** Opening RECORDS FOR THE TASK block **

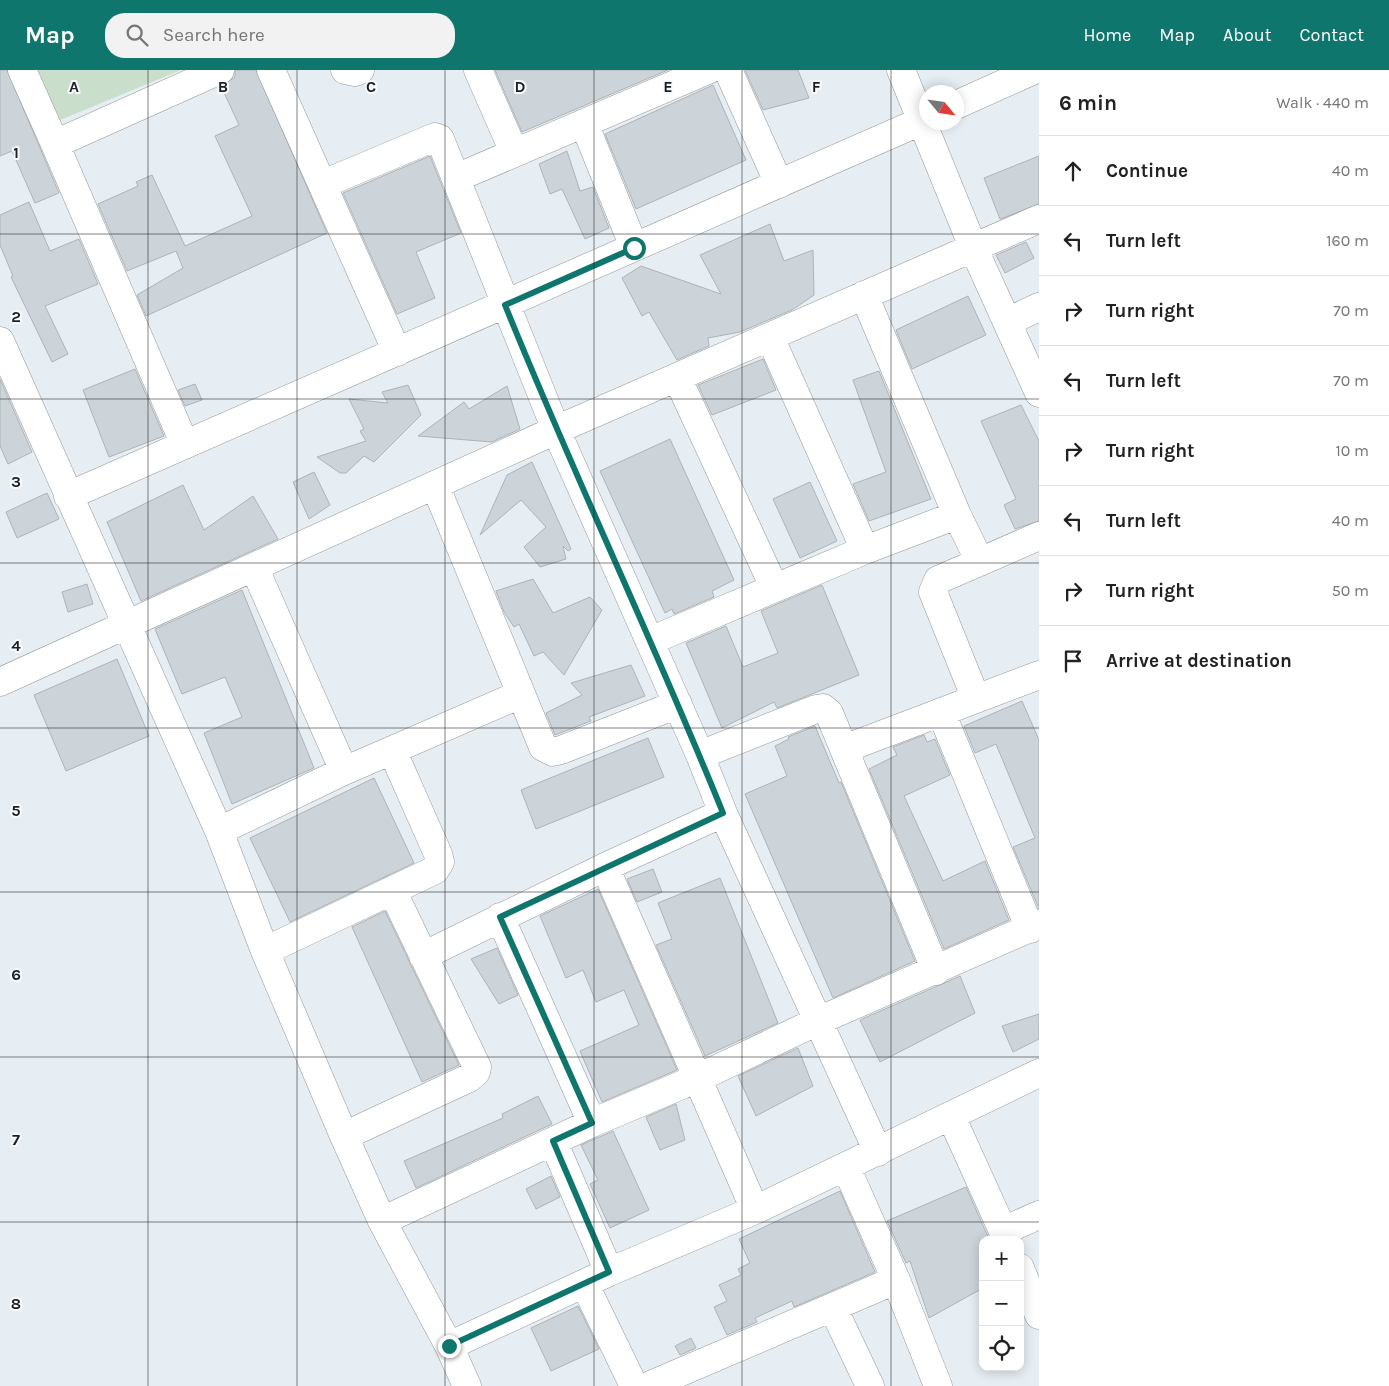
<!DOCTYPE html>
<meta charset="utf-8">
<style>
:root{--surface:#fff;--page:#f2f2f2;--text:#222;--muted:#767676;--line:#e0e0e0;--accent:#0f766e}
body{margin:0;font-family:Karla,sans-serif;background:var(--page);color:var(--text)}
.controls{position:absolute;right:15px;bottom:15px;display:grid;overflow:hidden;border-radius:10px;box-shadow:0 2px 12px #0003}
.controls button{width:45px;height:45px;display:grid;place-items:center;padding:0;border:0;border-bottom:1px solid var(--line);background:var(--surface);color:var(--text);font:25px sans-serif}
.compass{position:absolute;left:919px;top:15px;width:45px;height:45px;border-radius:50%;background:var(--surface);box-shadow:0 2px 12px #0003;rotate:119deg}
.stop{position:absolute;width:15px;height:15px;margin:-11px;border:4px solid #0f766e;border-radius:50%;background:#fff}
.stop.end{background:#0f766e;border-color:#fff;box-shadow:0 1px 5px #0008}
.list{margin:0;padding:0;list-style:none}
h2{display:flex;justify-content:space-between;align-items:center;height:65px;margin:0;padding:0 20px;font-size:21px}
h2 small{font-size:16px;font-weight:400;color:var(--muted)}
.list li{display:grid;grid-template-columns:32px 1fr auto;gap:15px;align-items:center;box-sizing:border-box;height:70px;padding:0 20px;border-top:1px solid var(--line)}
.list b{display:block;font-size:19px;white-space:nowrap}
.list em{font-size:16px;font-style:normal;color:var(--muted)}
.icon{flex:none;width:28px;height:28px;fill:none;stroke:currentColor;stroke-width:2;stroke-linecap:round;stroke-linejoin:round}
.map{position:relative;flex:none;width:1039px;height:1316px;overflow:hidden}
header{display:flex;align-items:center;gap:30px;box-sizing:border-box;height:70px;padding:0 25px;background:var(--accent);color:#fff}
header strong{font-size:24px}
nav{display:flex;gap:28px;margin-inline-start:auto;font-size:18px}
.search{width:350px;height:45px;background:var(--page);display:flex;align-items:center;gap:12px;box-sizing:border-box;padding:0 18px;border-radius:20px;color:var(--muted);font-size:19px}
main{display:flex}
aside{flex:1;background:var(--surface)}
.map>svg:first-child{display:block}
.green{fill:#cadecc}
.building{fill:#cdd4d9;stroke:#adb3b8}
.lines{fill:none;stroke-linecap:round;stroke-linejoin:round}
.minor-casing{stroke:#91979c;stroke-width:29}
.minor{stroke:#fff;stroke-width:28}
.route{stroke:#0f766e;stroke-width:6}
.grid{fill:none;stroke:#1d1f21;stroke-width:1;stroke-opacity:0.55}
.grid-label{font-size:16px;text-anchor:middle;font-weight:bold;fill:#1d1f21;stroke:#f7fbfe;stroke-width:4;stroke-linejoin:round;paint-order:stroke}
</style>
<header>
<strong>Map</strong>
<div class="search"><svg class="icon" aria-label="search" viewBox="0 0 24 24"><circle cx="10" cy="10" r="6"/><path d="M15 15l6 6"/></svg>Search here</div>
<nav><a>Home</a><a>Map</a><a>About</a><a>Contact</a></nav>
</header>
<main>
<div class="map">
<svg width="1039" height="1316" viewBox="0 0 1039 1316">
<rect width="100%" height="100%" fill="#e7eef3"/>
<path class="green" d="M 31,0 L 181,0 L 53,53 Z"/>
<path class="building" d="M 0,0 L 7,0 L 59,123 L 35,133 L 12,81 L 0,86 Z
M 235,0 L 256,0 L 327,163 L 146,246 L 137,225 L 183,198 L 176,181 L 127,201 L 98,134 L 138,116 L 136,112 L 152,105 L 185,176 L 252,146 L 215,66 L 239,55 L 221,16 L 235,7 Z
M 495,0 L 668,0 L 522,62 Z
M 745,0 L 798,0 L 809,28 L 763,40 Z
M 713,15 L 746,90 L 636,139 L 605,64 Z
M 567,81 L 580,121 L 593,117 L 609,158 L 585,169 L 562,119 L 550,124 L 539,94 Z
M 430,86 L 461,163 L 416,182 L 435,228 L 397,244 L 343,123 Z
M 1039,86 L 1039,134 L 1000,149 L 984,108 Z
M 29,132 L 50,181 L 79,169 L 98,214 L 45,236 L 68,284 L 52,292 L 11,207 L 13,206 L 0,175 L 0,145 Z
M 770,154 L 784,191 L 813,180 L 814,225 L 792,240 L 740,262 L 708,268 L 709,276 L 677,290 L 649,242 L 642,246 L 622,208 L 641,196 L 721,224 L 700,185 Z
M 1026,172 L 1034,188 L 1005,203 L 996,185 Z
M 968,226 L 986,265 L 912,299 L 896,260 Z
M 763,289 L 776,320 L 712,345 L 698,315 Z
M 135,299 L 164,366 L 109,387 L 83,320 Z
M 879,301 L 931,429 L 869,451 L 853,414 L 886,402 L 853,310 Z
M 0,309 L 32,382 L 8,394 L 0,376 Z
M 195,314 L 202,330 L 185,336 L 178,320 Z
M 408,315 L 421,345 L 374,392 L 364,386 L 346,403 L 340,403 L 317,387 L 366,371 L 360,361 L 364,359 L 349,329 L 388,333 L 382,322 Z
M 507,316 L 520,359 L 492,372 L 418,366 L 464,332 L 469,339 Z
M 1021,335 L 1039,371 L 1039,451 L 1015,459 L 1004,435 L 1016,429 L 981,351 Z
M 670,369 L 734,510 L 712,521 L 714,527 L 674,544 L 672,539 L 665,543 L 600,401 Z
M 532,392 L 571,479 L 568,481 L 563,476 L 566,489 L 540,497 L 524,477 L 546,457 L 521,430 L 480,465 L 507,405 Z
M 314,402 L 330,435 L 309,449 L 293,412 Z
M 810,412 L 837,471 L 800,488 L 773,429 Z
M 183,415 L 204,460 L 253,426 L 278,469 L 141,531 L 107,452 Z
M 47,423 L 59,449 L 17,468 L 6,442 Z
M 533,509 L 553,543 L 590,527 L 602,540 L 564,605 L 543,582 L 534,586 L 519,554 L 514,557 L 504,542 L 496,521 Z
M 87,514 L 93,534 L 68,542 L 62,522 Z
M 822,515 L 859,605 L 777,638 L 774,632 L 722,658 L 686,573 L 726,556 L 743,597 L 778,583 L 761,541 Z
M 242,520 L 314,698 L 232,734 L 204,663 L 242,647 L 225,607 L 182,624 L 155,559 Z
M 117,589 L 149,666 L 66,701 L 34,625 Z
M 631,595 L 645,626 L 589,647 L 591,651 L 555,665 L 546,643 L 582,625 L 571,613 Z
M 1022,631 L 1039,670 L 1039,839 L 1013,777 L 1035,768 L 996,674 L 975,683 L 964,656 Z
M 815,656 L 839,713 L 841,712 L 915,891 L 833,928 L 745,724 L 787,706 L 775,676 L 789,669 L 788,667 Z
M 924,665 L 927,672 L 935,669 L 950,705 L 904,726 L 943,811 L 985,791 L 1009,850 L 944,879 L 869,699 L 897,685 L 893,677 Z
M 648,668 L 664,707 L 536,759 L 521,720 Z
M 374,708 L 414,793 L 290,852 L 250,768 Z
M 653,799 L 662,822 L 637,832 L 627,809 Z
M 720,808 L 778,953 L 705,986 L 656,875 L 672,869 L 658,833 Z
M 598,819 L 677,1000 L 602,1032 L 580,981 L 639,955 L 624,920 L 596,932 L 583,900 L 566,908 L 540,846 Z
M 385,841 L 459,995 L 422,1012 L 352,857 Z
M 497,878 L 518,925 L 499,934 L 471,889 Z
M 960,906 L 975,943 L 880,992 L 860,950 Z
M 1039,944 L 1039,969 L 1013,982 L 1002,956 Z
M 798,978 L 813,1016 L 756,1046 L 738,1006 Z
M 538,1026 L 552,1054 L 416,1118 L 404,1091 L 503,1048 L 502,1044 Z
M 676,1034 L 685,1070 L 660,1080 L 646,1047 Z
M 613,1061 L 649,1140 L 610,1158 L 590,1114 L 598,1110 L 581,1075 Z
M 551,1106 L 560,1127 L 536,1139 L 526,1119 Z
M 966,1117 L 989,1169 L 983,1170 L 983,1218 L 929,1248 L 910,1191 L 906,1193 L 887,1151 Z
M 840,1121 L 875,1202 L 794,1237 L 792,1231 L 755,1248 L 757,1252 L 727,1265 L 714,1237 L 727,1231 L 719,1215 L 741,1205 L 738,1199 L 750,1193 L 739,1169 Z
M 578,1236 L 599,1279 L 551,1301 L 531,1258 Z
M 691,1268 L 696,1278 L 680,1285 L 675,1276 Z"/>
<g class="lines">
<g class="minor-casing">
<path id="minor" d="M 22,0 L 55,74 L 220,0
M 271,0 L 397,282
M 345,0 L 355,2 L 360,0
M 478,0 L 514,82
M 728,0 L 779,114
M 901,0 L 973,177 L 1039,323
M 956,35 L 1034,0
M 584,53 L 634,177
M 55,74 L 185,375
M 456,108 L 708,0
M 323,114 L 435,67 L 440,69 L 556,360 L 700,685 L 723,743 L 878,1082
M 864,225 L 957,445 L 980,492
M 1007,252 L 1039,237
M 770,267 L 865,480
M 0,271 L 219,761 L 265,881 L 344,1066 L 382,1151 L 449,1276 L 467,1316
M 677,307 L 774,517
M 435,415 L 543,677 L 553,682 L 561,680 L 678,634
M 68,426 L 926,49
M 254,497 L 344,701
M 650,571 L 865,480 L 957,445
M 0,612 L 556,360 L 1039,149
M 976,629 L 933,522 L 938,510 L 1039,466
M 941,642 L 1030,859
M 844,679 L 1039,605
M 700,685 L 816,639 L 823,638 L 829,643 L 936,901
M 219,761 L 344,701 L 521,624
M 605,797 L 755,1140
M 500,847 L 592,1053
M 265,881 L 435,800 L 440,792 L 438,784 L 392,680
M 423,886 L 605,797 L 723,743
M 951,1046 L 1007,1170
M 344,1066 L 469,1008 L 476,1002 L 477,997 L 392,820
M 553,1071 L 609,1202
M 846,1097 L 896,1210 L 938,1316
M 382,1151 L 592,1053 L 698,1008 L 818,951 L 1039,854
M 1003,1161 L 1039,1145
M 1020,1198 L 1039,1245
M 585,1215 L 634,1316
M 833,1238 L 870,1316
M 449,1276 L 609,1202 L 755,1140 L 1039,1003
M 648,1316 L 896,1210"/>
</g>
<use href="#minor" class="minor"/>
</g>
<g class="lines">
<path class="route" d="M 449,1276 L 609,1202 L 553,1071 L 592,1053 L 500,847 L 723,743 C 654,572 574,406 505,235 L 634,178"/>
</g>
<path class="grid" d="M 148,0 L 148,1316M 297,0 L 297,1316M 445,0 L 445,1316M 594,0 L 594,1316M 742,0 L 742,1316M 891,0 L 891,1316M 0,164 L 1039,164M 0,329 L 1039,329M 0,493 L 1039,493M 0,658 L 1039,658M 0,822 L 1039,822M 0,987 L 1039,987M 0,1152 L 1039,1152"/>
<g class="grid-label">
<text x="74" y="22">A</text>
<text x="223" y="22">B</text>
<text x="371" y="22">C</text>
<text x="520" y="22">D</text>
<text x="668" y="22">E</text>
<text x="816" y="22">F</text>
<text x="16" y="88">1</text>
<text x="16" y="252">2</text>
<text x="16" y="417">3</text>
<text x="16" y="581">4</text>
<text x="16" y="746">5</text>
<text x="16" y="910">6</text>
<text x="16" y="1075">7</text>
<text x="16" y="1239">8</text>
</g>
</svg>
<div class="controls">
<button>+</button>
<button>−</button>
<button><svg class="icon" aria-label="locate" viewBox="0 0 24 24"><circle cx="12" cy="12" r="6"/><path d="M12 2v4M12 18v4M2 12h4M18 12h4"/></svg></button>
</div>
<svg class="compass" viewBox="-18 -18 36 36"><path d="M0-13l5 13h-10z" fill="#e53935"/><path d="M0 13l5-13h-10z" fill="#767676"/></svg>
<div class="stop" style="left:634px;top:178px"></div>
<div class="stop end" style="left:449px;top:1276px"></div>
</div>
<aside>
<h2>6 min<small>Walk · 440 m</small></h2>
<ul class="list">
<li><svg class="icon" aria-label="ahead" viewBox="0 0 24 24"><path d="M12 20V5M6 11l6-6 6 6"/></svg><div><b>Continue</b></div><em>40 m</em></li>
<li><svg class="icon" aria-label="left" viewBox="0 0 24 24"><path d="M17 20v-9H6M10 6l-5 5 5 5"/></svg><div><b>Turn left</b></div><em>160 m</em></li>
<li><svg class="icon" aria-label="right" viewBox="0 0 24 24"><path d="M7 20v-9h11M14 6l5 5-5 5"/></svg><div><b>Turn right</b></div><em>70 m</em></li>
<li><svg class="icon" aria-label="left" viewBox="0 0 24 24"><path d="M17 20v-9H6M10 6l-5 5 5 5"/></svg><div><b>Turn left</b></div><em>70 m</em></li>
<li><svg class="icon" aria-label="right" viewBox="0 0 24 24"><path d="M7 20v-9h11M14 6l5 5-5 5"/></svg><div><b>Turn right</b></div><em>10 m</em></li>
<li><svg class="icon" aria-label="left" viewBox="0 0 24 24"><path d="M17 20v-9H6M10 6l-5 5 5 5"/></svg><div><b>Turn left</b></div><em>40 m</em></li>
<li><svg class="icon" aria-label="right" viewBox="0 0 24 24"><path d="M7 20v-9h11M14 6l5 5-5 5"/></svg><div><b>Turn right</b></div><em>50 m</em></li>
<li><svg class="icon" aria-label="arrive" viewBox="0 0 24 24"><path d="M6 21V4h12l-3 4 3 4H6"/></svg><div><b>Arrive at destination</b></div></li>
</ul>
</aside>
</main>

** Closing RECORDS FOR THE TASK block **

WHAT THE TASK REQUIRES:
Where does the word "solid" appear in the records? Copy every line that holds it.

RESPONSE AREA:
.controls button{width:45px;height:45px;display:grid;place-items:center;padding:0;border:0;border-bottom:1px solid var(--line);background:var(--surface);color:var(--text);font:25px sans-serif}
.stop{position:absolute;width:15px;height:15px;margin:-11px;border:4px solid #0f766e;border-radius:50%;background:#fff}
.list li{display:grid;grid-template-columns:32px 1fr auto;gap:15px;align-items:center;box-sizing:border-box;height:70px;padding:0 20px;border-top:1px solid var(--line)}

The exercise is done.